Arti Definisi Pengertian Uang

Arti Definisi / Pengertian Uang

Arti Definisi / Pengertian Uang

Arti Definisi Pengertian Uang
Arti Definisi Pengertian Uang

Uang adalah sesuatu yang dijadikan sebagai alat untuk melakukan transaksi pembayaran ekonomi di mana sesuatu yang dijadikan sebagai uang diterima, dipercaya dan disukai oleh masyarakat atau orang-orang yang melakukan transaksi ekonomi.

  1. Sejarah Uang

Uang pada jaman sekarang berbeda dengan zaman dulu. Sebelum uang ditemukan manusia menggunakan sistem barter atau sistem pertukaran antara barang atau jasa dengan barang atau jasa lainnya. Akibat sulitnya untuk menemukan kesamaan keinginan dalam pertukaran barang dengan sistem barter maka dipergunakanlah uang sebagai alat pembayaran yang sah dan diterima dengan suka rela.

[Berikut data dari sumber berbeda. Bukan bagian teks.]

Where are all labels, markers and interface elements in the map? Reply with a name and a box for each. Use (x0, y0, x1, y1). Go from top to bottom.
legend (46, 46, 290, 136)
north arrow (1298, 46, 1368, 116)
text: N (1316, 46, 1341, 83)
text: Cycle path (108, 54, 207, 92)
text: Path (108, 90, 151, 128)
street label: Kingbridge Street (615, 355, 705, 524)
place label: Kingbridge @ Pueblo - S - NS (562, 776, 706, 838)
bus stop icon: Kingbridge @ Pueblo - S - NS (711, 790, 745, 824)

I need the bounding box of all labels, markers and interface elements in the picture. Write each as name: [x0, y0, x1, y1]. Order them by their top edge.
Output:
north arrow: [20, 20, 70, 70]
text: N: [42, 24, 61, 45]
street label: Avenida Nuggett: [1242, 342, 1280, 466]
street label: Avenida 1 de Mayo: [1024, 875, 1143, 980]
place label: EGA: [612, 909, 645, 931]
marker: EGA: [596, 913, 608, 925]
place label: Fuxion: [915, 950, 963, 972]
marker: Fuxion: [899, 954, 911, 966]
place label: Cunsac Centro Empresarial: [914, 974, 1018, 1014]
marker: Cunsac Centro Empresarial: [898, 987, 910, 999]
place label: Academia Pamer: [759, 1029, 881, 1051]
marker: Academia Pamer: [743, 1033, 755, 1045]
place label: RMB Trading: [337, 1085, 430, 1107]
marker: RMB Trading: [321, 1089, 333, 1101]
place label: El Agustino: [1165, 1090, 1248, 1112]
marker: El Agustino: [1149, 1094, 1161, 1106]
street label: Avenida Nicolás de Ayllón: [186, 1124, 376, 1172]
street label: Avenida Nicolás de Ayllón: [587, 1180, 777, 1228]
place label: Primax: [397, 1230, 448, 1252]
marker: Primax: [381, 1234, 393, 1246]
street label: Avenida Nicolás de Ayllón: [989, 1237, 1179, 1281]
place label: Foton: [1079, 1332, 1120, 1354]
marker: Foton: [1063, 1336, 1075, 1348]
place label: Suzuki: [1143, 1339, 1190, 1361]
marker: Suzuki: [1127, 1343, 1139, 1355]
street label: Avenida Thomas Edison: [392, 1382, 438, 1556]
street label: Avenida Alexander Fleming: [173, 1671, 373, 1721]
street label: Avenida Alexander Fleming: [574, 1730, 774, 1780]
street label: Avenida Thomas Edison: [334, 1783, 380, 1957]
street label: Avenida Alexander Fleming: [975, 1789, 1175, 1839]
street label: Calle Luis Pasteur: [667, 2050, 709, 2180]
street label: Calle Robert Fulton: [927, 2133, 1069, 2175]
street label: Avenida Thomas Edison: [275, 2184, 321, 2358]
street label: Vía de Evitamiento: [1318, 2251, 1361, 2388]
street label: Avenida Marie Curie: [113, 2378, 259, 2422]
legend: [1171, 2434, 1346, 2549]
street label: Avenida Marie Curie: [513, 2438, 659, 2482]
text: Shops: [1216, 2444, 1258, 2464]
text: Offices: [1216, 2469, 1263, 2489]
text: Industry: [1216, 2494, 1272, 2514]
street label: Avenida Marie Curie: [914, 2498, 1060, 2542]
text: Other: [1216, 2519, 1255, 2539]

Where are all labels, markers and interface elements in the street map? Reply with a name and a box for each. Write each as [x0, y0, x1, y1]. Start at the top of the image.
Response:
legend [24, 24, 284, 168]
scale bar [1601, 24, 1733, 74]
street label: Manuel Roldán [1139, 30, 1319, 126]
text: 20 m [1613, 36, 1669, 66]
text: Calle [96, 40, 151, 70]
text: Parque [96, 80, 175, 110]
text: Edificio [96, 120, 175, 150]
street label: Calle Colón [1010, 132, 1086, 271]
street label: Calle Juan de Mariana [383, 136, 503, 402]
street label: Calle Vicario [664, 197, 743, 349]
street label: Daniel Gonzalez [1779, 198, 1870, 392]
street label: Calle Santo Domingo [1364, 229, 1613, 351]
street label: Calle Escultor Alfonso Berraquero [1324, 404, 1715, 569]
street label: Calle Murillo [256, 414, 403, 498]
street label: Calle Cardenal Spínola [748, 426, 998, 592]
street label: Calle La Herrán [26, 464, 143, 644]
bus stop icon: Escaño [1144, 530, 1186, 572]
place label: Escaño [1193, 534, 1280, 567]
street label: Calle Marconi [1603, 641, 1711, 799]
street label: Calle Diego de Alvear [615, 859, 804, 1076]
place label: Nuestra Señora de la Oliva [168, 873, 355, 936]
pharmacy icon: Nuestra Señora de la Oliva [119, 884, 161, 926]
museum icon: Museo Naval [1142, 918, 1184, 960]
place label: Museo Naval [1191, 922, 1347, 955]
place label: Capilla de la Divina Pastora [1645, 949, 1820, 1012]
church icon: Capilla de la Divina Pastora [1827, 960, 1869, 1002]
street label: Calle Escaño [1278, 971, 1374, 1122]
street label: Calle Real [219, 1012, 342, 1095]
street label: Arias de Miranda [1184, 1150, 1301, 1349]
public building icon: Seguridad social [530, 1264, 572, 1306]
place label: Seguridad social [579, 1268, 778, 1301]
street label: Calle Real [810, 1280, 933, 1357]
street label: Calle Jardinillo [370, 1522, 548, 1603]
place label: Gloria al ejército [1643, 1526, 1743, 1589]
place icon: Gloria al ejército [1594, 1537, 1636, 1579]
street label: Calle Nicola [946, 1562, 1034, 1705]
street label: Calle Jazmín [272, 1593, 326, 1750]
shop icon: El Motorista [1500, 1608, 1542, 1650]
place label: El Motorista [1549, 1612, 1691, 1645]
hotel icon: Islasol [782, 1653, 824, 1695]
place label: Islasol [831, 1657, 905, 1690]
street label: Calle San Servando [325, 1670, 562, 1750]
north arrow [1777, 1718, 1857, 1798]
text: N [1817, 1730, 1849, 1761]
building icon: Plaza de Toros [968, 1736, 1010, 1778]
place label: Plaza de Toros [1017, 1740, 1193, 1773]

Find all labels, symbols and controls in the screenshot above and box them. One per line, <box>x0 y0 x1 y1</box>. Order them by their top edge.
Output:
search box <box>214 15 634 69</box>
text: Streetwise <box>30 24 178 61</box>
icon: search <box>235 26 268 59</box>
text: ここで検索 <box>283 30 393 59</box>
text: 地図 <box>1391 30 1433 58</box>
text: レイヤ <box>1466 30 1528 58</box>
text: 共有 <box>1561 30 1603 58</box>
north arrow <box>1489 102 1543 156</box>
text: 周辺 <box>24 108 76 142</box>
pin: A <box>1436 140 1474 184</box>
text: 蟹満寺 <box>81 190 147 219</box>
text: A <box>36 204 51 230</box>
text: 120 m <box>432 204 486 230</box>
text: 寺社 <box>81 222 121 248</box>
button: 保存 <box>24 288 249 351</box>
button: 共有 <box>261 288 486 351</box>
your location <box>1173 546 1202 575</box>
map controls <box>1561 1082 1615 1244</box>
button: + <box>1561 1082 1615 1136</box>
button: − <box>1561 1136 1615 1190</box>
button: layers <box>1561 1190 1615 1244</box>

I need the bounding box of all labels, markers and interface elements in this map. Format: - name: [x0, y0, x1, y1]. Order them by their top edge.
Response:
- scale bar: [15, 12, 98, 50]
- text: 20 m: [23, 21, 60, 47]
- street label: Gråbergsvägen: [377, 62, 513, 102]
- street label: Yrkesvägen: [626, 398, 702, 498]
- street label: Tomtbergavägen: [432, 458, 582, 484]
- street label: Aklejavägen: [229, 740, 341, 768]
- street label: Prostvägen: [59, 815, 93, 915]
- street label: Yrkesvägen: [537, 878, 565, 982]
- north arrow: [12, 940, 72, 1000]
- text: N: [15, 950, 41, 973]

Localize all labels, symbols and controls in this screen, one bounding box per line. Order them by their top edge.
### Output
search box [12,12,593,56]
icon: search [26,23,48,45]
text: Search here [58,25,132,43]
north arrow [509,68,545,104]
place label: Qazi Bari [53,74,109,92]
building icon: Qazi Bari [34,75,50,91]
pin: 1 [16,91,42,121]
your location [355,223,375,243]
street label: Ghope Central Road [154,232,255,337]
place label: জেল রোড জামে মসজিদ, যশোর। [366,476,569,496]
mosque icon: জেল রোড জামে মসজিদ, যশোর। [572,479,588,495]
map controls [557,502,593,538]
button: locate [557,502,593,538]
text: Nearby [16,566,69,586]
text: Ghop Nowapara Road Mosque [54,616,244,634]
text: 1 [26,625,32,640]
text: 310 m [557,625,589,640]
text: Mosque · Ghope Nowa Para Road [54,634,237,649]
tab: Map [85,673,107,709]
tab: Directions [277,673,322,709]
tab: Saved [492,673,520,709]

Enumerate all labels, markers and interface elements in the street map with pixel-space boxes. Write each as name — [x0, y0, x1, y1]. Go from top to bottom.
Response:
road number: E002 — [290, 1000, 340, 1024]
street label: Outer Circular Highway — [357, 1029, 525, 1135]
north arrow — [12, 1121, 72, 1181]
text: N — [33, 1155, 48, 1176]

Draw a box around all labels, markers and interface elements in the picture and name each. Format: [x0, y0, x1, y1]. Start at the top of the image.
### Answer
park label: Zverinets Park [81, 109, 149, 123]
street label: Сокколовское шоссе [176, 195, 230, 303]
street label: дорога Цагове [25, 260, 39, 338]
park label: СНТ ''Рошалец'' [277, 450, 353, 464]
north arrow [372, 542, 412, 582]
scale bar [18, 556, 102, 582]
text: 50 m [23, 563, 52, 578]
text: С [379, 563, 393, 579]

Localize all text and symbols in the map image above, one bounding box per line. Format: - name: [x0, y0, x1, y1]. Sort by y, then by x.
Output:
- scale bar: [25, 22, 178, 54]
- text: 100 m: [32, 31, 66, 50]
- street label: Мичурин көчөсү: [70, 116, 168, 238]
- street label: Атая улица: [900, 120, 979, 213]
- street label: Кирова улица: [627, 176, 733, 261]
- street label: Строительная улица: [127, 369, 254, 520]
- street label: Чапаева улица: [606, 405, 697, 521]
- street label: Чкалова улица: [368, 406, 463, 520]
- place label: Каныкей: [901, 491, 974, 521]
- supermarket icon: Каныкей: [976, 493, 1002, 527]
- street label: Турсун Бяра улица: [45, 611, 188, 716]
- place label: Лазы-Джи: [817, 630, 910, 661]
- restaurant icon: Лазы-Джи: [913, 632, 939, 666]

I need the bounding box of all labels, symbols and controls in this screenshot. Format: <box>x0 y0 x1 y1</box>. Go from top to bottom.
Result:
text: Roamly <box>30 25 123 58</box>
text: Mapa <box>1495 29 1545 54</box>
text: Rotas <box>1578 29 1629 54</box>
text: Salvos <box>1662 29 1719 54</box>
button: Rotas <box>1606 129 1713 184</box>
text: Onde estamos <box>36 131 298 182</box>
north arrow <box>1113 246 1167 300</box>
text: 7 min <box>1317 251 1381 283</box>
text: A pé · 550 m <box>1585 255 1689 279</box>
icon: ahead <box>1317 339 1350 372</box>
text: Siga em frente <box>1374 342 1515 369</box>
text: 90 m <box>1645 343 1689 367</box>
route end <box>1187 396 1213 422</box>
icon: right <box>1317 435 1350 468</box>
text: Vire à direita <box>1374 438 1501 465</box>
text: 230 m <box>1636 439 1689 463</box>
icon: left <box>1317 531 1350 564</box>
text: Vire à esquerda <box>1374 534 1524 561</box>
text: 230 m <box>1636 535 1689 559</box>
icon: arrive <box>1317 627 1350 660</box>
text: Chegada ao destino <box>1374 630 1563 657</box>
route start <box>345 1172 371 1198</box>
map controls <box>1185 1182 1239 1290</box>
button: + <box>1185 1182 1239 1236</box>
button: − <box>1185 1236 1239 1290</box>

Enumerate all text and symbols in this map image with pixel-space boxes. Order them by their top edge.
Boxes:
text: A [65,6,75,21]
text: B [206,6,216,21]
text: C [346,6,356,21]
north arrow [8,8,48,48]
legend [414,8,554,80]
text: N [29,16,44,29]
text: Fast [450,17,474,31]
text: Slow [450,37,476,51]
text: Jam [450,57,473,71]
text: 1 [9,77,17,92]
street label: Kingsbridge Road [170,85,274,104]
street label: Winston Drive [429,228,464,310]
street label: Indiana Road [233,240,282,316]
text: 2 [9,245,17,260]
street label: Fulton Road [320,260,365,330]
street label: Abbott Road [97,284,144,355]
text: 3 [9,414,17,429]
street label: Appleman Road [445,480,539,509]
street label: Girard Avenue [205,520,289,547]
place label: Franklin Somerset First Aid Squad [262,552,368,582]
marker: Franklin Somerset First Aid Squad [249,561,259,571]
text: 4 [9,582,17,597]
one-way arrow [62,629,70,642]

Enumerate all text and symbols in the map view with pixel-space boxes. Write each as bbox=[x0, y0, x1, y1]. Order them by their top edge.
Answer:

Pada zaman dahulu kala wang tidak seperti pada saat sekarang yang berbentuk koin dan kertas. Dulu orang sempat menggunakan kerang, garam, dan lain sebagainya dalam melakukan transaksi ekonominya. Pada masa sekarang uang umumnya dapat berupa uang kertas dan uang logam serta sesuatu yang dianggap setara dengan uang seperti cek, giro, surat berharga, dan sebagainya.

 

  1. Fungsi Uang

Uang memiliki empat fungsi utama dalam suatu perekonomian yaitu :

  1. Sebagai Satuan Hitung

Uang dapat menetapkan suatu nilai harga pada suatu produk barang maupun jasa dalam suatu ukuran umum. Jika suatu produk bernama permen dihargai Rp. 100 maka untuk membeli 4 buah permen membutuhkan uang Rp. 400. Jika harga combro adalah Rp. 300 dan harga misro adalah Rp. 200, jika seseorang punya duit Rp. 700 maka untuk membeli keduanya dibutuhkan uang sebesar Rp. 500 dan ia akan memiliki sisa uang Rp. 200 untuk dibelanjakan produk atau jasa lainnya.

  1. Sebagai Alat Transaksi

Uang dapat berfungsi sebagai alat tukar untuk mendapatkan suatu produk barang atau jasa dengan catatan harus diterima dengan tulus ikhlas dan dijamin oleh pemerintah serta dijaga keamanannya dari tindak pemalsuan uang. Pembeli akan menyerahkan sejumlah uang kepada penjual atas produk yang ia terima, sedangkan penjual akan menerima sejumlah uang dari pembeli produk yang dijualnya sesuai dengan kesepakatan yang telah dibuat sebelumnya.

  1. Sebagai Penyimpan Nilai

Jika seseorang memiliki kelebihan uang yang tidak ingin dibelanjakan atau dihabiskan pada saat itu maka ia dapat menyimpannya di bank. Walaupun orang itu tidak memegang uang tadi tetapi ia nilai uang tersebut tetap ia miliki sampai saatnya ia ambil untuk dibelanjakan.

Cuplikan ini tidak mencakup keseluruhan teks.